Collection entries:
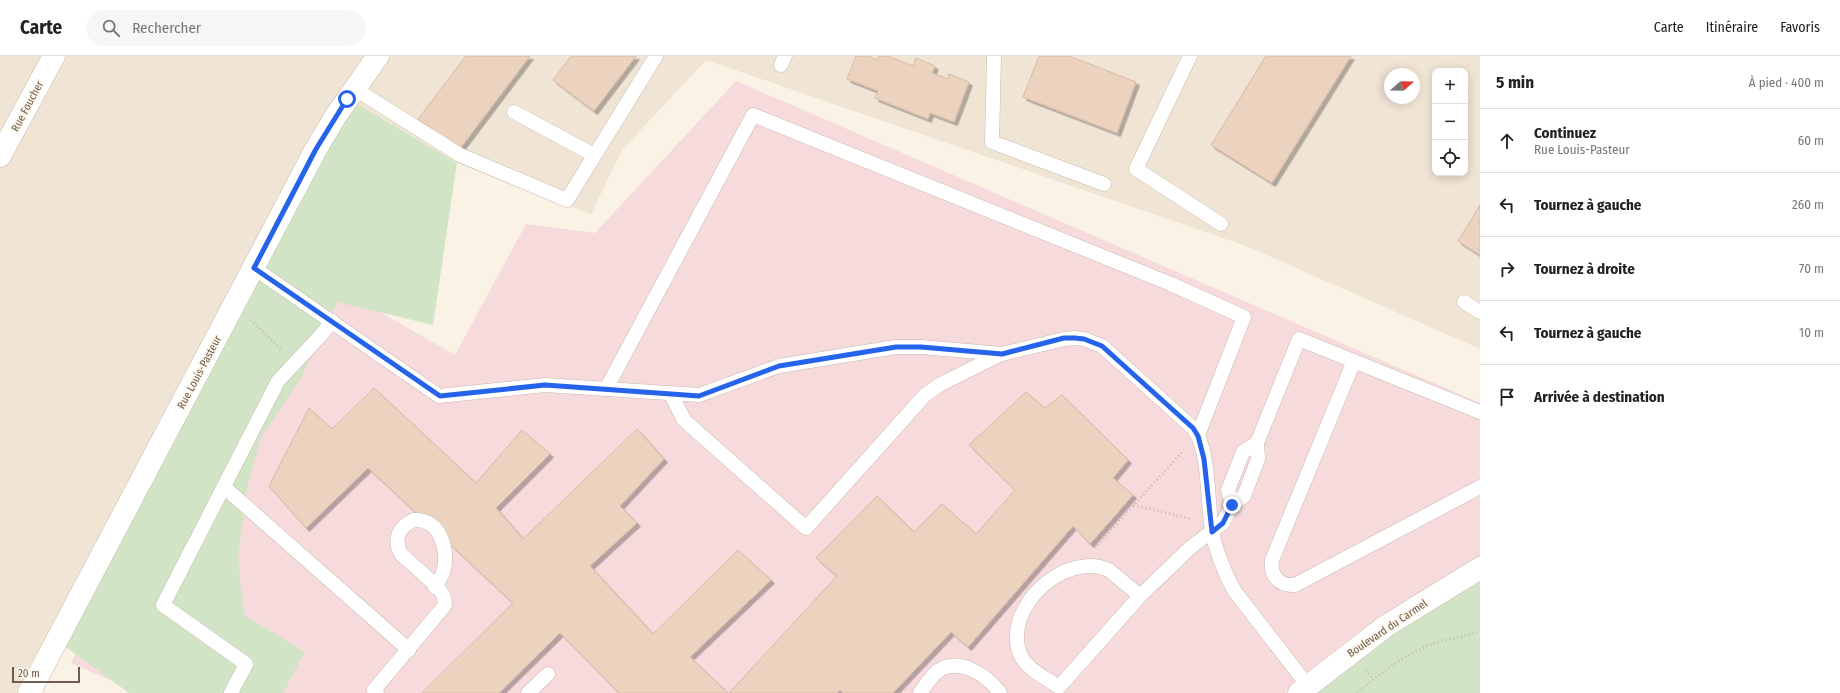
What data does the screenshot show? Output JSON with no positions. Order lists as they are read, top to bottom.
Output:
{
  "streets": {
    "street": ["Rue Foucher", "Rue Louis-Pasteur", "Boulevard du Carmel"]
  },
  "scale_bar": "20 m",
  "north": "right",
  "page": {
    "header": "Carte",
    "search": "Rechercher",
    "nav": ["Carte", "Itinéraire", "Favoris"],
    "heading": ["5 min", "À pied · 400 m"],
    "map_buttons": ["+", "−"],
    "list": [
      ["Continuez", "Rue Louis-Pasteur", "60 m"],
      ["Tournez à gauche", "260 m"],
      ["Tournez à droite", "70 m"],
      ["Tournez à gauche", "10 m"],
      "Arrivée à destination"
    ],
    "scale": "20 m"
  }
}
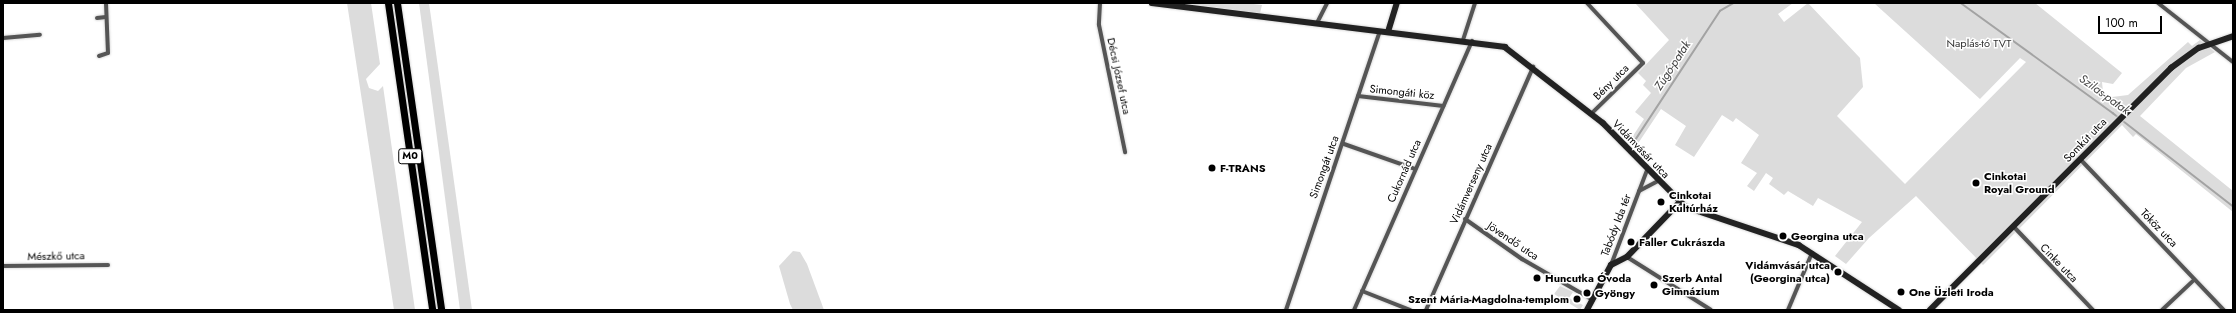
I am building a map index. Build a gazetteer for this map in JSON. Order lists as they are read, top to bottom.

_Your goal:_ If a line in the data above contains "lists", return that line.

_Answer section:_
What data does the screenshot show? Output JSON with no positions. Order lists as they are read, top to bottom.
I am building a map index. Build a gazetteer for this map in JSON. Order lists as they are read, top to bottom.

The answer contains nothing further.